* **DATASET ENTRIES**:
┄┄┄┄┄┄┄┄┄┄
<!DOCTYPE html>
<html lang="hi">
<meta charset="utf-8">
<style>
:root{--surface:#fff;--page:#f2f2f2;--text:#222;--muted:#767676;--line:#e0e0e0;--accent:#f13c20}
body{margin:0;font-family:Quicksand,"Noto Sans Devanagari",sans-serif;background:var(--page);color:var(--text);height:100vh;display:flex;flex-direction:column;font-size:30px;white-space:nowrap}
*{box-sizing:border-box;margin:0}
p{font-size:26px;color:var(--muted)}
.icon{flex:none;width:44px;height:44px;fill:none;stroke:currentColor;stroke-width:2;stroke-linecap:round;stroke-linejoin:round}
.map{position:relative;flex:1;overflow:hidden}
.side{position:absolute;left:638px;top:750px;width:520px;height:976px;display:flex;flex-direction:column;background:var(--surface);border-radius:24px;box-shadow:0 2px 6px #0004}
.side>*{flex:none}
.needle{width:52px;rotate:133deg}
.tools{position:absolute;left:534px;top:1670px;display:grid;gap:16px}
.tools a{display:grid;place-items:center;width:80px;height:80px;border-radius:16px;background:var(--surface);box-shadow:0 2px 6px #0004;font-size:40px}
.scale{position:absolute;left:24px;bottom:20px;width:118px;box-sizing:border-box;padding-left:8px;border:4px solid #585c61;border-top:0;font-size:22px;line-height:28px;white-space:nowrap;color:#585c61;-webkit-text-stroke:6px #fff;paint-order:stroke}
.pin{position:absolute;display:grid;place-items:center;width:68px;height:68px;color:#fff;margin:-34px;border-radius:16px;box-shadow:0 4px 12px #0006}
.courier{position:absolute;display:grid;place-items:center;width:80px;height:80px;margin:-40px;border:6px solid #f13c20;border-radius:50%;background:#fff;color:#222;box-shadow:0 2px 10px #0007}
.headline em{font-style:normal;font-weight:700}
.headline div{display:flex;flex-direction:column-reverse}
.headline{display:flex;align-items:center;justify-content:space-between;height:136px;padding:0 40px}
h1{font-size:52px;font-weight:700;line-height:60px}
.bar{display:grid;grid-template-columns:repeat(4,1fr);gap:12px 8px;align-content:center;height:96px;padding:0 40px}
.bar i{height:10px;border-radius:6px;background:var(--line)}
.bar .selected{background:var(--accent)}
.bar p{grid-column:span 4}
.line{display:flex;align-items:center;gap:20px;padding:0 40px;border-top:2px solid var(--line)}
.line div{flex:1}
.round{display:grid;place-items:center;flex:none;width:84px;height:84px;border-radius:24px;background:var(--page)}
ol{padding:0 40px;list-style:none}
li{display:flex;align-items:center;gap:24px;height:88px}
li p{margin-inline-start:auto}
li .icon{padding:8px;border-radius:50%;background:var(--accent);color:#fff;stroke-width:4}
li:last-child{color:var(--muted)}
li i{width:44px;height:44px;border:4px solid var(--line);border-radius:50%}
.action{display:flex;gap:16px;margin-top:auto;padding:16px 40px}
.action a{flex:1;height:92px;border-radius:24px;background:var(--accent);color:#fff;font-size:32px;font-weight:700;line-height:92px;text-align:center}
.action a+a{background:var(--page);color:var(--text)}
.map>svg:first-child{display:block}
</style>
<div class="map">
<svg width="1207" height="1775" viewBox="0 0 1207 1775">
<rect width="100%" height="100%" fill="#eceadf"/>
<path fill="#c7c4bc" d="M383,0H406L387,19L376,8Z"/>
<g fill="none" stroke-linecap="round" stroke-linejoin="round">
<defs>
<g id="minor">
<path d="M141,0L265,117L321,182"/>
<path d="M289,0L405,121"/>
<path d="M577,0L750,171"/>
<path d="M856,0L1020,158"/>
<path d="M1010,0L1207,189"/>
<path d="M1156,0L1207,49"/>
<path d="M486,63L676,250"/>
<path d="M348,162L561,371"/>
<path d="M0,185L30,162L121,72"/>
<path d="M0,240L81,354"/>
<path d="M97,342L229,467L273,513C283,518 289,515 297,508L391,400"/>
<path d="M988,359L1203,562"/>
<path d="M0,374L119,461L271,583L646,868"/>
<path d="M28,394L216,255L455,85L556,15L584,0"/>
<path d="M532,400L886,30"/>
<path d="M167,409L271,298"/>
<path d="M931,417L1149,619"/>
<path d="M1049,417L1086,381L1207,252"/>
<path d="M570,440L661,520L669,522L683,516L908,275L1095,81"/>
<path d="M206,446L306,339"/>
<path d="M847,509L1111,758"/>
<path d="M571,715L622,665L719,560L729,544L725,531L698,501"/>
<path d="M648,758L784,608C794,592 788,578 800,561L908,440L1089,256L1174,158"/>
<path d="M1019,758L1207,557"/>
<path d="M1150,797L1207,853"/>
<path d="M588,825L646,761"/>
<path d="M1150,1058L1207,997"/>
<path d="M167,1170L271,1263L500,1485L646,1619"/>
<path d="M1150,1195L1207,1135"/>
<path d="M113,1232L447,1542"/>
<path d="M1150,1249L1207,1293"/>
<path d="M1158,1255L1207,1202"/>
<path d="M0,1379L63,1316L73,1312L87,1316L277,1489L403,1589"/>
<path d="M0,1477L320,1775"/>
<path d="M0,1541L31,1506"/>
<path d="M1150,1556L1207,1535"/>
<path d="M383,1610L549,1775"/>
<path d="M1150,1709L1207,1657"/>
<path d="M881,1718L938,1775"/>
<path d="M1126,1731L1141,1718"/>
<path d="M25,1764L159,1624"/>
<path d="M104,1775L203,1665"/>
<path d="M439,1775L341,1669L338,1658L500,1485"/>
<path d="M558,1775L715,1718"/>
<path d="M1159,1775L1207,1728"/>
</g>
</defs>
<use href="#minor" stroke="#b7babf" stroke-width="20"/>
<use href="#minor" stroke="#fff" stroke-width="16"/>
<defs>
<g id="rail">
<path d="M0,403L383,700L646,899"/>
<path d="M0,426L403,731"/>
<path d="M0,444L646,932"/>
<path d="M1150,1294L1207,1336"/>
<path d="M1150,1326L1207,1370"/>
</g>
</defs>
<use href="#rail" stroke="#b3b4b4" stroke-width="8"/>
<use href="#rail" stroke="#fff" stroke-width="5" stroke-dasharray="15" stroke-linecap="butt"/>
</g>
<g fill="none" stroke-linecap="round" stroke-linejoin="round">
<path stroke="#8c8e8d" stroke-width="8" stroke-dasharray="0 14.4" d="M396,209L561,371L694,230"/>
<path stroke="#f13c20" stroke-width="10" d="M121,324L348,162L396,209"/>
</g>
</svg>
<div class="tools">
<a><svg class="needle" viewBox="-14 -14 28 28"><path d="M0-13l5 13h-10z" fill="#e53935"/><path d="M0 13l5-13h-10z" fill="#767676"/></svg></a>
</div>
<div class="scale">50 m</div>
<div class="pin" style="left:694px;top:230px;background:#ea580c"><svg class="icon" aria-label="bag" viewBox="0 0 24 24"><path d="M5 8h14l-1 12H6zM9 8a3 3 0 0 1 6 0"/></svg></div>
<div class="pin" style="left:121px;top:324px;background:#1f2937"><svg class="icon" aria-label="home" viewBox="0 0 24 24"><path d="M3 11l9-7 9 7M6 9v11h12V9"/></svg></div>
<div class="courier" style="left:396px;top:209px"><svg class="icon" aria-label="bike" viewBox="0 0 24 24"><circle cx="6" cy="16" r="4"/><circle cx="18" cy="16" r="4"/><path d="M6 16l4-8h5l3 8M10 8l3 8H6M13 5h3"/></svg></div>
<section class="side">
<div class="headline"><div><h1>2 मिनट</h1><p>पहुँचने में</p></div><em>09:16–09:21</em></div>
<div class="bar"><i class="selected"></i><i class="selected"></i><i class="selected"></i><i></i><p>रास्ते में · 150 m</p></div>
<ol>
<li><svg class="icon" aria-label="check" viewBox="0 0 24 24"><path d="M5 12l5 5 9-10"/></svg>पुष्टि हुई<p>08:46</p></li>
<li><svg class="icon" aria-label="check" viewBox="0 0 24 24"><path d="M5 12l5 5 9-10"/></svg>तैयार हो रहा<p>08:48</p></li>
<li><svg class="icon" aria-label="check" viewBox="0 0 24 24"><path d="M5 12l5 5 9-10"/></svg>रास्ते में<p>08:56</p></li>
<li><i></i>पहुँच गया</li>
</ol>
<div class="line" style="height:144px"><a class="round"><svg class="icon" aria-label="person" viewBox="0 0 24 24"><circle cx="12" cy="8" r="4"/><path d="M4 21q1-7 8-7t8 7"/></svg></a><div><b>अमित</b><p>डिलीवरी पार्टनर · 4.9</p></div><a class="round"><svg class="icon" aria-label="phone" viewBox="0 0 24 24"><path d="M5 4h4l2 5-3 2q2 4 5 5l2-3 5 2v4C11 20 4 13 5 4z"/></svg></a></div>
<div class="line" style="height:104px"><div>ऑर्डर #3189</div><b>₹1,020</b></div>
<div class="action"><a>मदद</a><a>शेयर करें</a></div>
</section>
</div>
┄┄┄┄┄┄┄┄┄┄
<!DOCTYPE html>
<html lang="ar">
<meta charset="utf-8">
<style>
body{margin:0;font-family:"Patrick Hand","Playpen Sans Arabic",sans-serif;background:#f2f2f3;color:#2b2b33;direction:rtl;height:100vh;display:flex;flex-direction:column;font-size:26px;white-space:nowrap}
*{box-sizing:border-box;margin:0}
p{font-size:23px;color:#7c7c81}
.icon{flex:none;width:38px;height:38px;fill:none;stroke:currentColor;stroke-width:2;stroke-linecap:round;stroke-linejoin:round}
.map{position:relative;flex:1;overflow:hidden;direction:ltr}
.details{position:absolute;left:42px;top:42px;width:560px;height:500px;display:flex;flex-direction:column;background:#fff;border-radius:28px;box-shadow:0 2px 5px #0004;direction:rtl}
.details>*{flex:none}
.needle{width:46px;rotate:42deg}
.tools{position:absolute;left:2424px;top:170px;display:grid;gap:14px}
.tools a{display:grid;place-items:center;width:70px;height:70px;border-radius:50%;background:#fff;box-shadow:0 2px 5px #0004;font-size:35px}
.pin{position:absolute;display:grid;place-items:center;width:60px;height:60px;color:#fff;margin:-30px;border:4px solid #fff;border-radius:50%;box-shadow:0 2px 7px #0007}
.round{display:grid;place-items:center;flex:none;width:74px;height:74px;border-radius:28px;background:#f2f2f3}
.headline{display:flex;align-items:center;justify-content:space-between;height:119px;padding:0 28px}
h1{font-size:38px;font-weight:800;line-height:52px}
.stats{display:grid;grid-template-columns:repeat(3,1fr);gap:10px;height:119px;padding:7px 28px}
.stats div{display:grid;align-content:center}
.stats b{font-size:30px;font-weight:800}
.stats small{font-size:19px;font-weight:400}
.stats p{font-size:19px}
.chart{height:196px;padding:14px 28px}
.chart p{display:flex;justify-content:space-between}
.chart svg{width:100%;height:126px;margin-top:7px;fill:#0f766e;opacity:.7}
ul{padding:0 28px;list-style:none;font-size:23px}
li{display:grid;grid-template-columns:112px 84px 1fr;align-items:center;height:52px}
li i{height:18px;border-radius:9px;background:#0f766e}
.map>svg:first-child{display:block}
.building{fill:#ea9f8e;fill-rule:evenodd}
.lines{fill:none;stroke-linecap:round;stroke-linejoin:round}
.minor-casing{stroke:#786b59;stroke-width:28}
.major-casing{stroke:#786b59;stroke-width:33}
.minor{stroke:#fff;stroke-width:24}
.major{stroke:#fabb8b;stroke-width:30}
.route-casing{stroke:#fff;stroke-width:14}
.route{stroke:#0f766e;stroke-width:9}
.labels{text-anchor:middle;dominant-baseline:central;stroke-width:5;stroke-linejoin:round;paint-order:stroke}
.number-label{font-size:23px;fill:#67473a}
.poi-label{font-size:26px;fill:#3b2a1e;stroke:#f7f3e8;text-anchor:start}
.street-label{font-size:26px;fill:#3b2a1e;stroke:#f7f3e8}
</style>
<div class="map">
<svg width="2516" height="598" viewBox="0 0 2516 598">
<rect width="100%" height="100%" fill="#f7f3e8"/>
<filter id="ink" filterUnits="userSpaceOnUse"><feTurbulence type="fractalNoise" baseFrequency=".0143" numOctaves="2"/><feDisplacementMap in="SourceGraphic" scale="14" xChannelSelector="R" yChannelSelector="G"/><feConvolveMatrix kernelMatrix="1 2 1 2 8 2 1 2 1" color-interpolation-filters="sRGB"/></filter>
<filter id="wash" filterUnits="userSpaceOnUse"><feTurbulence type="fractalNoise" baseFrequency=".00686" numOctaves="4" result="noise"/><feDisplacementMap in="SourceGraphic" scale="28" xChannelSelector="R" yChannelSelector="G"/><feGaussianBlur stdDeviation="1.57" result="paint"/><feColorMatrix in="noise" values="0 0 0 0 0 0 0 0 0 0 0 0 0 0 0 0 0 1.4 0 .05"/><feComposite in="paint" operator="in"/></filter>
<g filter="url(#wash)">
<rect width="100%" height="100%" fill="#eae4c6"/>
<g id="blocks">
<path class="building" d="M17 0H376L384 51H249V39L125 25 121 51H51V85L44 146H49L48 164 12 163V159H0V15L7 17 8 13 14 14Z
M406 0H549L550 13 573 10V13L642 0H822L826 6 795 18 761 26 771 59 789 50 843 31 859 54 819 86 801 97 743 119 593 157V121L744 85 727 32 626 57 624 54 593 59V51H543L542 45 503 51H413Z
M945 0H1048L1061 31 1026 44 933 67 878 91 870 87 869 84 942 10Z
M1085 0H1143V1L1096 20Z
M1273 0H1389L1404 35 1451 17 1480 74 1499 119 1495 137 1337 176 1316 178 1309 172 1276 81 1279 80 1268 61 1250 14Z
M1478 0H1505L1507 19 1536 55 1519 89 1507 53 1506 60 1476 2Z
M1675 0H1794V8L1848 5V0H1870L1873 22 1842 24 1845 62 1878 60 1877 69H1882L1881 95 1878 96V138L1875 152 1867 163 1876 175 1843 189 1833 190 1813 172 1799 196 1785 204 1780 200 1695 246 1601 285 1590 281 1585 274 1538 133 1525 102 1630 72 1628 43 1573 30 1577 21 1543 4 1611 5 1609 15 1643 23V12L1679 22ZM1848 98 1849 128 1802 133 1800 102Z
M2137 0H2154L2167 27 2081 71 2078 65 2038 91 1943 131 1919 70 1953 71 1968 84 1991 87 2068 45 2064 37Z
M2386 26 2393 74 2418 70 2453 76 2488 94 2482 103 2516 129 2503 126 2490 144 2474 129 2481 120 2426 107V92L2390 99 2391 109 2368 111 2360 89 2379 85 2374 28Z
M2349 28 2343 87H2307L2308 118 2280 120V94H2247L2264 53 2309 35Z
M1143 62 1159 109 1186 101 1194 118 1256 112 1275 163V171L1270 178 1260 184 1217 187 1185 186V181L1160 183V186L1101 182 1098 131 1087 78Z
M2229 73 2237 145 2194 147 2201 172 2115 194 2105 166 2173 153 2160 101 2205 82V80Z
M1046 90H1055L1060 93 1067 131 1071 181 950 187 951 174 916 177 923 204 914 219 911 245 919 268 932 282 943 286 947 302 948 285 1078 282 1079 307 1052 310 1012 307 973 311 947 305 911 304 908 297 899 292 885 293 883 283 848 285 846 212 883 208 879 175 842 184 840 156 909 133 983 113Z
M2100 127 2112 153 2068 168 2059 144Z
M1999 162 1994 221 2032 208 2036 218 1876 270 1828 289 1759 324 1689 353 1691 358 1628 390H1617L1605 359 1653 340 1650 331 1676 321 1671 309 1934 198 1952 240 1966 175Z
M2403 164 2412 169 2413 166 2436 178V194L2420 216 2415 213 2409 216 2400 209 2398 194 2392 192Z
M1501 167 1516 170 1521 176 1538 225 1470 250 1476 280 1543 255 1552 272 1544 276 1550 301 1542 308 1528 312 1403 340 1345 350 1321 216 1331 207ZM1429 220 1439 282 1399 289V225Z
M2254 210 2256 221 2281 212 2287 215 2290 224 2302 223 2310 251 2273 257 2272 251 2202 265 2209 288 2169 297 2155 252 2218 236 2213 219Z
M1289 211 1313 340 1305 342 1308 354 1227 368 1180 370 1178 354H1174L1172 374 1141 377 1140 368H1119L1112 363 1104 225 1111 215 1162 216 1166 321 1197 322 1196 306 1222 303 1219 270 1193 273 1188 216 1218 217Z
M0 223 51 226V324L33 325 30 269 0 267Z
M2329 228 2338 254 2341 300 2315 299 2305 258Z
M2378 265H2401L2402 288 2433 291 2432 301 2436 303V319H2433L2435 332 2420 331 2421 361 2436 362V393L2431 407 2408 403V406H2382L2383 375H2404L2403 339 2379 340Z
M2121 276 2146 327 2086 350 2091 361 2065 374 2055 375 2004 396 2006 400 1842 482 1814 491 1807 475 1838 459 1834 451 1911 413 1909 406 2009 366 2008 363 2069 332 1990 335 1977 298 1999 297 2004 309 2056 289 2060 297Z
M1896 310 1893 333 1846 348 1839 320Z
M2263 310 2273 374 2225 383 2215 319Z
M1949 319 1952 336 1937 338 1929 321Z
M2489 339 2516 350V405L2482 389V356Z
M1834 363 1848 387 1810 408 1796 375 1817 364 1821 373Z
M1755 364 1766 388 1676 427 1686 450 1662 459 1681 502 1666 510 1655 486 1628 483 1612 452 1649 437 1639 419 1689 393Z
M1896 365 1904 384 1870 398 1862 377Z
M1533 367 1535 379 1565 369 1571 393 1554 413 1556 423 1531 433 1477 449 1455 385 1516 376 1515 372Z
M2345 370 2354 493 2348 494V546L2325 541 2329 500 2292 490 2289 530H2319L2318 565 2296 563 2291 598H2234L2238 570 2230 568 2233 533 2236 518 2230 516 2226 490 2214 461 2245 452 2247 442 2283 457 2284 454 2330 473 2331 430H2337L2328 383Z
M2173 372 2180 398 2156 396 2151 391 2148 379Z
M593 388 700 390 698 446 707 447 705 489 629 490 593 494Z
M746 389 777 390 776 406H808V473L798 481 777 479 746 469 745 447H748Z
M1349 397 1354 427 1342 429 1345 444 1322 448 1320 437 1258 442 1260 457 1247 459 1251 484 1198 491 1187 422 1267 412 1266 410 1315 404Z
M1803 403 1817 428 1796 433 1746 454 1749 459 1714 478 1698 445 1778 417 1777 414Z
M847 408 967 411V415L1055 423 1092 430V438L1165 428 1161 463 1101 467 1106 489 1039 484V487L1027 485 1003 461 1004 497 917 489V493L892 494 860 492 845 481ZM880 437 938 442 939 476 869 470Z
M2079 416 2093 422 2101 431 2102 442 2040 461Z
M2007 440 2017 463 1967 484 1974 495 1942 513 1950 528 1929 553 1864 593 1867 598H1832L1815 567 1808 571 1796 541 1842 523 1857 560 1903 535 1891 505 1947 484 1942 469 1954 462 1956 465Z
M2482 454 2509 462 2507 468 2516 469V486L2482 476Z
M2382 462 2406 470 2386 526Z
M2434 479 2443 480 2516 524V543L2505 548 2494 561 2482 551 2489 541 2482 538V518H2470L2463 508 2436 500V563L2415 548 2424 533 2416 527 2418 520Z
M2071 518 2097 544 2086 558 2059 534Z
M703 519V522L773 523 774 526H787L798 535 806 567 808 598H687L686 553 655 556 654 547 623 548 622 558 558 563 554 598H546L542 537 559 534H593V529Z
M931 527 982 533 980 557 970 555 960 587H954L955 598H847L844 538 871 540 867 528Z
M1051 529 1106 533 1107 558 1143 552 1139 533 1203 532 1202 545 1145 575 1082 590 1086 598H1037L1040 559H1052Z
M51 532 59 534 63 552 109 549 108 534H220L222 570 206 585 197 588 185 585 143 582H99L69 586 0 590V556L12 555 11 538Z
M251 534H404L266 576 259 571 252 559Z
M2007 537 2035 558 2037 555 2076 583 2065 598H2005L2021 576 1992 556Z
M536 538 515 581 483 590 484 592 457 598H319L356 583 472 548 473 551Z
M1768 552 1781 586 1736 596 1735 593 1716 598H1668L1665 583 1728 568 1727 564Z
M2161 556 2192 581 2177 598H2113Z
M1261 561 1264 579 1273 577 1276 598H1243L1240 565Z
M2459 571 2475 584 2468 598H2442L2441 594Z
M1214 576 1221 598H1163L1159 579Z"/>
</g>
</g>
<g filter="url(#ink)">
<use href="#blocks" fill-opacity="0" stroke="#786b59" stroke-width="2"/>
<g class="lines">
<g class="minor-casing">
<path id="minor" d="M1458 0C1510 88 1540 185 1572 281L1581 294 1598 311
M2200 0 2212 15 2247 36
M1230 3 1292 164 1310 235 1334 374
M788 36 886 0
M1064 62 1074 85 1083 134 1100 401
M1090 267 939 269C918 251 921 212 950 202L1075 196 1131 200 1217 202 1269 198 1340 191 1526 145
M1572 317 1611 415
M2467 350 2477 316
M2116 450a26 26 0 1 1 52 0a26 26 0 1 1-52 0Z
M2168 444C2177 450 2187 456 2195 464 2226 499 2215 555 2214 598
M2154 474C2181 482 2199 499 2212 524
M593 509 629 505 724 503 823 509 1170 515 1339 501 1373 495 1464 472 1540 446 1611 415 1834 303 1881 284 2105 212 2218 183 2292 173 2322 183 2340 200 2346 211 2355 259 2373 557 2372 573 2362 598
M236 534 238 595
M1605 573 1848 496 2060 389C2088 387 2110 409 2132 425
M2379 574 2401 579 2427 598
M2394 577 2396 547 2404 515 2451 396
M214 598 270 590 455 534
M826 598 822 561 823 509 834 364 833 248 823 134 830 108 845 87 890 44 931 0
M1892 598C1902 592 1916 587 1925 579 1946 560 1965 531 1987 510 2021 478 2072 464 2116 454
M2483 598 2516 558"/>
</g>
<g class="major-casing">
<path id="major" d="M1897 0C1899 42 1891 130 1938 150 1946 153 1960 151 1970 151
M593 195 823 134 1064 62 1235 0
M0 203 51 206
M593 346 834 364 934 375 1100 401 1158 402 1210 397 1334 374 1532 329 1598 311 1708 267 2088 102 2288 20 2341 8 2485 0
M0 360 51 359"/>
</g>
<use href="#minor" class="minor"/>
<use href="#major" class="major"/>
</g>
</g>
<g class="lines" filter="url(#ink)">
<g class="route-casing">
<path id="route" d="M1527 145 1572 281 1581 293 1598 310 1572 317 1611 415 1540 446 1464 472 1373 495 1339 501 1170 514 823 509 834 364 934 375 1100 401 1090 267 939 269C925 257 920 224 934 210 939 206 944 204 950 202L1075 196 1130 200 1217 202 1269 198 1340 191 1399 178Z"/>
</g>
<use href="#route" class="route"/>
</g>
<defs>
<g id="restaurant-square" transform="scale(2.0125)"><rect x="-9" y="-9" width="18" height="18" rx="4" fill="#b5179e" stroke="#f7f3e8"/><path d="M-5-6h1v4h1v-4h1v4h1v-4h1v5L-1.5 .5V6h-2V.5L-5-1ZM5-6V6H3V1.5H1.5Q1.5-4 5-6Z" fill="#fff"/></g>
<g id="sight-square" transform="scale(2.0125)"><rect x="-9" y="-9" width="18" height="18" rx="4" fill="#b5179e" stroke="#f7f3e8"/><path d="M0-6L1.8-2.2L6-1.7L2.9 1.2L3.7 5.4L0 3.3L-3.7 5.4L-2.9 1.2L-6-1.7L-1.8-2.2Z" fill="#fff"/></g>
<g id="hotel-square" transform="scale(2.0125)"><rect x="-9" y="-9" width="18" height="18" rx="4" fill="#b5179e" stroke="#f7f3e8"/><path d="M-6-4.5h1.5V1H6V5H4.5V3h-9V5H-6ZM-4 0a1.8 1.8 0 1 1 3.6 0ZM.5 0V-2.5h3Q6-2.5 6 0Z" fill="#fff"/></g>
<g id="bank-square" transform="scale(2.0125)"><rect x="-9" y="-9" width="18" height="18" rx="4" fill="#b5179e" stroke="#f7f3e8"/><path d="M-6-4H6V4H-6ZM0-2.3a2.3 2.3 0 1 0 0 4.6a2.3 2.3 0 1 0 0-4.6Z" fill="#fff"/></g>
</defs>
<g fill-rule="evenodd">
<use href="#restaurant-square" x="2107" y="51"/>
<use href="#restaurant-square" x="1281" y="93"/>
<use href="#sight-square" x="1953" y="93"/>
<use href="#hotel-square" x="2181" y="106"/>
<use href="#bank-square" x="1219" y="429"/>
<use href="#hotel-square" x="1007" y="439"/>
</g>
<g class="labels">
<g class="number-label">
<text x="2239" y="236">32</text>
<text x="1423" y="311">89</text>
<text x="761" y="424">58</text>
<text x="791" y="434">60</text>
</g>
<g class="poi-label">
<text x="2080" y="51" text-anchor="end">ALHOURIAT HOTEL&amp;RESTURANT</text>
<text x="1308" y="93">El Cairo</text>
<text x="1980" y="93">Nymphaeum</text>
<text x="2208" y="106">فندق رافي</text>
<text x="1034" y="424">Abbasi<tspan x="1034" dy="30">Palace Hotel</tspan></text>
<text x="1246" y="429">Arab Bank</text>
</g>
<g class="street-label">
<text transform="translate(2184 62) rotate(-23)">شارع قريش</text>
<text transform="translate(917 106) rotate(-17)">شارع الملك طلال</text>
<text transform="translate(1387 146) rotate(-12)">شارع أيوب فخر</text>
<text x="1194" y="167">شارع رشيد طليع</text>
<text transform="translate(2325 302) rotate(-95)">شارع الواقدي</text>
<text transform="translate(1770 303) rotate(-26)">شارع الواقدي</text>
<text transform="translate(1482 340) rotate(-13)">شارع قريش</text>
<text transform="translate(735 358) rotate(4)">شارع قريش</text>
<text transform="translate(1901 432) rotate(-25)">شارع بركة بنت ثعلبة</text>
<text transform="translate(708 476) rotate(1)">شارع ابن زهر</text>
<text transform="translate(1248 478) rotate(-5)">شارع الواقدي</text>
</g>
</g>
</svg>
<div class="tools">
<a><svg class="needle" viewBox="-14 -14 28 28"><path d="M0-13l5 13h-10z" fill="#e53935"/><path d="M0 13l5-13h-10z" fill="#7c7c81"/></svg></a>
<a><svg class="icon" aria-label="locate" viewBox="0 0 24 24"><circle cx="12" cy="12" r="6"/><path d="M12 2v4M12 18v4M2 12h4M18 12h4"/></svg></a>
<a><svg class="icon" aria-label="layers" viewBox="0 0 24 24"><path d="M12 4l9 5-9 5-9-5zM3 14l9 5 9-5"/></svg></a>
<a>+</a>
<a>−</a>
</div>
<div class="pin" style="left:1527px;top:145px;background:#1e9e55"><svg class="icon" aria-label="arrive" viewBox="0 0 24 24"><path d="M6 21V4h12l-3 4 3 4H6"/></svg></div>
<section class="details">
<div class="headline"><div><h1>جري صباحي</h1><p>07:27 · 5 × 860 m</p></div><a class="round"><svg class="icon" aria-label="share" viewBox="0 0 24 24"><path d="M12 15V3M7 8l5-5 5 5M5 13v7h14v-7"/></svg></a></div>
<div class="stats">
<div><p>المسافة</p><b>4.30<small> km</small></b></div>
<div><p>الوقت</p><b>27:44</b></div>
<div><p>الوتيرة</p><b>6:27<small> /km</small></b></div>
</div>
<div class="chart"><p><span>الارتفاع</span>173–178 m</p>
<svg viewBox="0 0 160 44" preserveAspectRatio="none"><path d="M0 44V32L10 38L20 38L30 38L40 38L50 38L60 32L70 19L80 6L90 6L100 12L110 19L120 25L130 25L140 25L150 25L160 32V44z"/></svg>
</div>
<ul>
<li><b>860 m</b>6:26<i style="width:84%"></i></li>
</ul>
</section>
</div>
┄┄┄┄┄┄┄┄┄┄
* **DESCRIPTION OF THE TASK**:
Extract every line above containing the word "currentColor".

* **RESULT OF THE TASK**:
.icon{flex:none;width:44px;height:44px;fill:none;stroke:currentColor;stroke-width:2;stroke-linecap:round;stroke-linejoin:round}
.icon{flex:none;width:38px;height:38px;fill:none;stroke:currentColor;stroke-width:2;stroke-linecap:round;stroke-linejoin:round}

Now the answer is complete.